Stored data:

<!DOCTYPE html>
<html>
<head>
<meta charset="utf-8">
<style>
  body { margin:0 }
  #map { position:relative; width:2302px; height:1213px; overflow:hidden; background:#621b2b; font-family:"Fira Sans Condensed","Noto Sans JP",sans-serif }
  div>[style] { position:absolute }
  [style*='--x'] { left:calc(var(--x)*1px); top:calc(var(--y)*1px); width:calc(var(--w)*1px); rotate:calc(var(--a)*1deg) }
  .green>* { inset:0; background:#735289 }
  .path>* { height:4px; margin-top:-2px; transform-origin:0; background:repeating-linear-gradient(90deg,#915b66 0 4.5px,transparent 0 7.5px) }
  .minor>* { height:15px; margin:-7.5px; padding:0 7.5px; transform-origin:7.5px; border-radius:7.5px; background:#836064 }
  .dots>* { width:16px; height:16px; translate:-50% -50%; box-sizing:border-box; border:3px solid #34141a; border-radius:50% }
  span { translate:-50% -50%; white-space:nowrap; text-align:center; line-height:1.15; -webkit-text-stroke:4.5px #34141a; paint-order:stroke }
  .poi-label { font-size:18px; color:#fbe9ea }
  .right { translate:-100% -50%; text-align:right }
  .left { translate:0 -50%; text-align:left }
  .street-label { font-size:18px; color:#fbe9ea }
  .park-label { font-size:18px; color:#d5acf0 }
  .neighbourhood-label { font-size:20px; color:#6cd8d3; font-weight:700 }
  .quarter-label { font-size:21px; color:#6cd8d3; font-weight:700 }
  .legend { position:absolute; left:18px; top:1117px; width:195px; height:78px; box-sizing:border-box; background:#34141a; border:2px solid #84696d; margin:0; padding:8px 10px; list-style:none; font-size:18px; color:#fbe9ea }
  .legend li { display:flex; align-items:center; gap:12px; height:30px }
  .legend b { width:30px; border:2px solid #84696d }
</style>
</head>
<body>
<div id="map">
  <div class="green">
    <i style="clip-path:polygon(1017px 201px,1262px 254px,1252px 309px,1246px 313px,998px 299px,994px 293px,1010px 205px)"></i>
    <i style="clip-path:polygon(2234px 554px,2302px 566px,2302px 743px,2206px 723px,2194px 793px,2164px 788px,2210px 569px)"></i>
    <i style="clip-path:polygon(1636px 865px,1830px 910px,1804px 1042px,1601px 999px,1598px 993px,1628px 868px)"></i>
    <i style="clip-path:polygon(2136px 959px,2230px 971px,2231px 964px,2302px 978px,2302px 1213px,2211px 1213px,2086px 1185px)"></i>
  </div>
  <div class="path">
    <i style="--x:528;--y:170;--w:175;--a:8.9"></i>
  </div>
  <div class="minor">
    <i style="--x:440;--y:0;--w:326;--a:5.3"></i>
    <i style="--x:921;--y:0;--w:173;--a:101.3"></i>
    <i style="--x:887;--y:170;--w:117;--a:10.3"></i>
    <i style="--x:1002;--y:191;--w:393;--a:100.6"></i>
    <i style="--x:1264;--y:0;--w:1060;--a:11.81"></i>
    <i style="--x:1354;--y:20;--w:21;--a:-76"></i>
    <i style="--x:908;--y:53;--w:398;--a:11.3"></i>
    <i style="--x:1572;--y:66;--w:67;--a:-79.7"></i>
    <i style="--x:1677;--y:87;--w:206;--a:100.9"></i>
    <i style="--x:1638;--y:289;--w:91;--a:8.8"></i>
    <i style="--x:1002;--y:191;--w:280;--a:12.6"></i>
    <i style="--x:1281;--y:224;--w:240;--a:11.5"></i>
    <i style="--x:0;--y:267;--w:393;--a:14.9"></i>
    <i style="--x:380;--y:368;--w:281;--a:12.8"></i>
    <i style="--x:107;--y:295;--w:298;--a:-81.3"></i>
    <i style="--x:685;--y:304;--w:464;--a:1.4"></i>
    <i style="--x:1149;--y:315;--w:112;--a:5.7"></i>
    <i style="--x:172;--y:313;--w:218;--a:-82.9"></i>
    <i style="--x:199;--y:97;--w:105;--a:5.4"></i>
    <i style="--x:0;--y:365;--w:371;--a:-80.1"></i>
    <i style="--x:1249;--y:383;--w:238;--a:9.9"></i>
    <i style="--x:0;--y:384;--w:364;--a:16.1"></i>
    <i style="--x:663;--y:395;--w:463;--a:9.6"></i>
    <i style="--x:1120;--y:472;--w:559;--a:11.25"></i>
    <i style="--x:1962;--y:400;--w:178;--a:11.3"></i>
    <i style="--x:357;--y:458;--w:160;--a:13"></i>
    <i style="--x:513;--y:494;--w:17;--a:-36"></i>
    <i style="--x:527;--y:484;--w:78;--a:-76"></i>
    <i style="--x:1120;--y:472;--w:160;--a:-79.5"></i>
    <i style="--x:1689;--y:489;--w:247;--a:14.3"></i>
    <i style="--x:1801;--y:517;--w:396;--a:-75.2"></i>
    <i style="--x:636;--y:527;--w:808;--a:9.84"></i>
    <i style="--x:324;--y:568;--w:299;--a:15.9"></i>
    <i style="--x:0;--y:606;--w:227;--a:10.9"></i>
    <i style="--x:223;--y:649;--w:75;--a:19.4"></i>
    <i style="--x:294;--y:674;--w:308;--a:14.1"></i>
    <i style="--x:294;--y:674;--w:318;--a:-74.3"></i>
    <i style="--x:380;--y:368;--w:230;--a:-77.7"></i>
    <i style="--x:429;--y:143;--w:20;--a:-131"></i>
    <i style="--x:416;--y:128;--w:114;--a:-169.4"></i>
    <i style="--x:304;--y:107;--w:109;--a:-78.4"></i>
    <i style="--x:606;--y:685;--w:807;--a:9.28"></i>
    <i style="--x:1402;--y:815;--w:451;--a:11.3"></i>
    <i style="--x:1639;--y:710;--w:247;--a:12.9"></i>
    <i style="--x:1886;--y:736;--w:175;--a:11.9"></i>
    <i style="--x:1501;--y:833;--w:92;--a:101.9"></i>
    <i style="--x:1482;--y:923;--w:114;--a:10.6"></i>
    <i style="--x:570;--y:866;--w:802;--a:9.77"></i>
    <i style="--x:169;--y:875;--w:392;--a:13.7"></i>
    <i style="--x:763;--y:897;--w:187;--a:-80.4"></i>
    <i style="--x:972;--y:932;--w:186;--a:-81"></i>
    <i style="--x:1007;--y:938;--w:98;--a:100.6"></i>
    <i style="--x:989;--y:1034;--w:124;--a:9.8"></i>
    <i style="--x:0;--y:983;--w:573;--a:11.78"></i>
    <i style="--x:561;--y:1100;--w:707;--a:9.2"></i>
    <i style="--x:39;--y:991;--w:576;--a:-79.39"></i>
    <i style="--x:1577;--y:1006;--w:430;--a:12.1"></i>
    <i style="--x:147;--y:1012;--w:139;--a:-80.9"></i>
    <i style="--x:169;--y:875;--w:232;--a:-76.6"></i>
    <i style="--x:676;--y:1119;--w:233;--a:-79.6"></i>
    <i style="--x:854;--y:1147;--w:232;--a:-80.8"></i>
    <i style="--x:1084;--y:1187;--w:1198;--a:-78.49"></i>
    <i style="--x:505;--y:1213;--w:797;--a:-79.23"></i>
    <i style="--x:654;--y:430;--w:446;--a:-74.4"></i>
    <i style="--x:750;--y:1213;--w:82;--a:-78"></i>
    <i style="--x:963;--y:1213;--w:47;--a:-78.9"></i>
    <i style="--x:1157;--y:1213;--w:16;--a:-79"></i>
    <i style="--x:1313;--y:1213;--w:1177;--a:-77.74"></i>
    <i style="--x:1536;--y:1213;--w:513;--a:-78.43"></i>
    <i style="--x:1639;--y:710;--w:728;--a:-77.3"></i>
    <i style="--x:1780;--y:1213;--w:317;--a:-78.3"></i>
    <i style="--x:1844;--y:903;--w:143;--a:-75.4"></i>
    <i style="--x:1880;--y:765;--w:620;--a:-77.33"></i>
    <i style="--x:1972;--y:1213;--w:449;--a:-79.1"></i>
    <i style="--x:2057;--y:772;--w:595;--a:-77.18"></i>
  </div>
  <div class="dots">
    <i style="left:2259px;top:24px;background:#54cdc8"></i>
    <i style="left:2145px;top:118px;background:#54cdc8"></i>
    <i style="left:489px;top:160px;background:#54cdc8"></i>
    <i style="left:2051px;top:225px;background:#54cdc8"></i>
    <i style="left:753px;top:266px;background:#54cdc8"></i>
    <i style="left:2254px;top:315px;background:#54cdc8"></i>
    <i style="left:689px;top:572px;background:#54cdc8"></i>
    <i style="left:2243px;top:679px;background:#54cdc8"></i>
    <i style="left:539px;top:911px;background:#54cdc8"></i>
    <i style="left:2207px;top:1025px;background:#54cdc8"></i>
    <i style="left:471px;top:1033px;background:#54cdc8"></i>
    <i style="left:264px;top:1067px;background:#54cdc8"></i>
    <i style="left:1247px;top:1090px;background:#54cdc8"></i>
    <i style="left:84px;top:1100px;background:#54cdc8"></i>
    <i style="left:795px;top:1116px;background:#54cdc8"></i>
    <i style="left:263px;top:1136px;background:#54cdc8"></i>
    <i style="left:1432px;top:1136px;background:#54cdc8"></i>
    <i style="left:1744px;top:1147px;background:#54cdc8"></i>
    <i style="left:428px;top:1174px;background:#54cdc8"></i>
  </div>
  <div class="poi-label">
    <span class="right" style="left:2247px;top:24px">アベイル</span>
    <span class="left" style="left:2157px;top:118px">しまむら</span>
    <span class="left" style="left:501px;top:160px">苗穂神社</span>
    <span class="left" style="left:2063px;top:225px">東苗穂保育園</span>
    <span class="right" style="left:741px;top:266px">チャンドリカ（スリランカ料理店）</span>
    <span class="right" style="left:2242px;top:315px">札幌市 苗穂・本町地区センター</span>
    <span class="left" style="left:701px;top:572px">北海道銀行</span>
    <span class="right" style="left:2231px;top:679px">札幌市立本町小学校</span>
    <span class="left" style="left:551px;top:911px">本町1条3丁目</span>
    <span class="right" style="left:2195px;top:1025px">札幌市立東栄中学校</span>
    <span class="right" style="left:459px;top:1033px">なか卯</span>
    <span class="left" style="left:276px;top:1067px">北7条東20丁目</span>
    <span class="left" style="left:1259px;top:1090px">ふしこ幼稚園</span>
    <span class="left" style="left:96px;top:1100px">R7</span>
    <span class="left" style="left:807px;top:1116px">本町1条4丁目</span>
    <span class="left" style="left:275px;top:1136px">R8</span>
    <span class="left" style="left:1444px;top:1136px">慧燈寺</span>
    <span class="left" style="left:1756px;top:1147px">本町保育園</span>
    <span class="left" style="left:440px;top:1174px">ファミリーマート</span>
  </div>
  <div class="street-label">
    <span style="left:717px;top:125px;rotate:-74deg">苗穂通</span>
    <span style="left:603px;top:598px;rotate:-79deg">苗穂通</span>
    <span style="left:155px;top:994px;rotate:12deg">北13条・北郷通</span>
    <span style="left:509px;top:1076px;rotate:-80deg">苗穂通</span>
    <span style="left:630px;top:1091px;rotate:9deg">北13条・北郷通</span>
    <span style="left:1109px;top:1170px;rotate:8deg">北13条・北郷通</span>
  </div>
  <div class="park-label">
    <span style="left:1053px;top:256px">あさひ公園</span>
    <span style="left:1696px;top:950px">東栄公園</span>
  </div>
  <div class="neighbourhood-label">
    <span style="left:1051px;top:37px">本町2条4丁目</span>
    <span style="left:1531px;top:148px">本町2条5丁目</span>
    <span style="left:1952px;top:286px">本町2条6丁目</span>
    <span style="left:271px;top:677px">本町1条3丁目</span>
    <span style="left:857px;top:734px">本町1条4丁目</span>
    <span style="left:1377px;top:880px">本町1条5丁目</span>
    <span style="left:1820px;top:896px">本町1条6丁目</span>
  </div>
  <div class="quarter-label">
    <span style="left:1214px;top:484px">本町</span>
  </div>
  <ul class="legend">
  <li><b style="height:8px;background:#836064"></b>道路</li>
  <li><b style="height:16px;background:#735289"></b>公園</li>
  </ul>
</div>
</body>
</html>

§ Your objective: Please transcribe the data above without changes, from its first line to its "width:16px; height:16px; translate:-50%" line, and leave out anything past that.

§ Answer to this problem:
<!DOCTYPE html>
<html>
<head>
<meta charset="utf-8">
<style>
  body { margin:0 }
  #map { position:relative; width:2302px; height:1213px; overflow:hidden; background:#621b2b; font-family:"Fira Sans Condensed","Noto Sans JP",sans-serif }
  div>[style] { position:absolute }
  [style*='--x'] { left:calc(var(--x)*1px); top:calc(var(--y)*1px); width:calc(var(--w)*1px); rotate:calc(var(--a)*1deg) }
  .green>* { inset:0; background:#735289 }
  .path>* { height:4px; margin-top:-2px; transform-origin:0; background:repeating-linear-gradient(90deg,#915b66 0 4.5px,transparent 0 7.5px) }
  .minor>* { height:15px; margin:-7.5px; padding:0 7.5px; transform-origin:7.5px; border-radius:7.5px; background:#836064 }
  .dots>* { width:16px; height:16px; translate:-50% -50%; box-sizing:border-box; border:3px solid #34141a; border-radius:50% }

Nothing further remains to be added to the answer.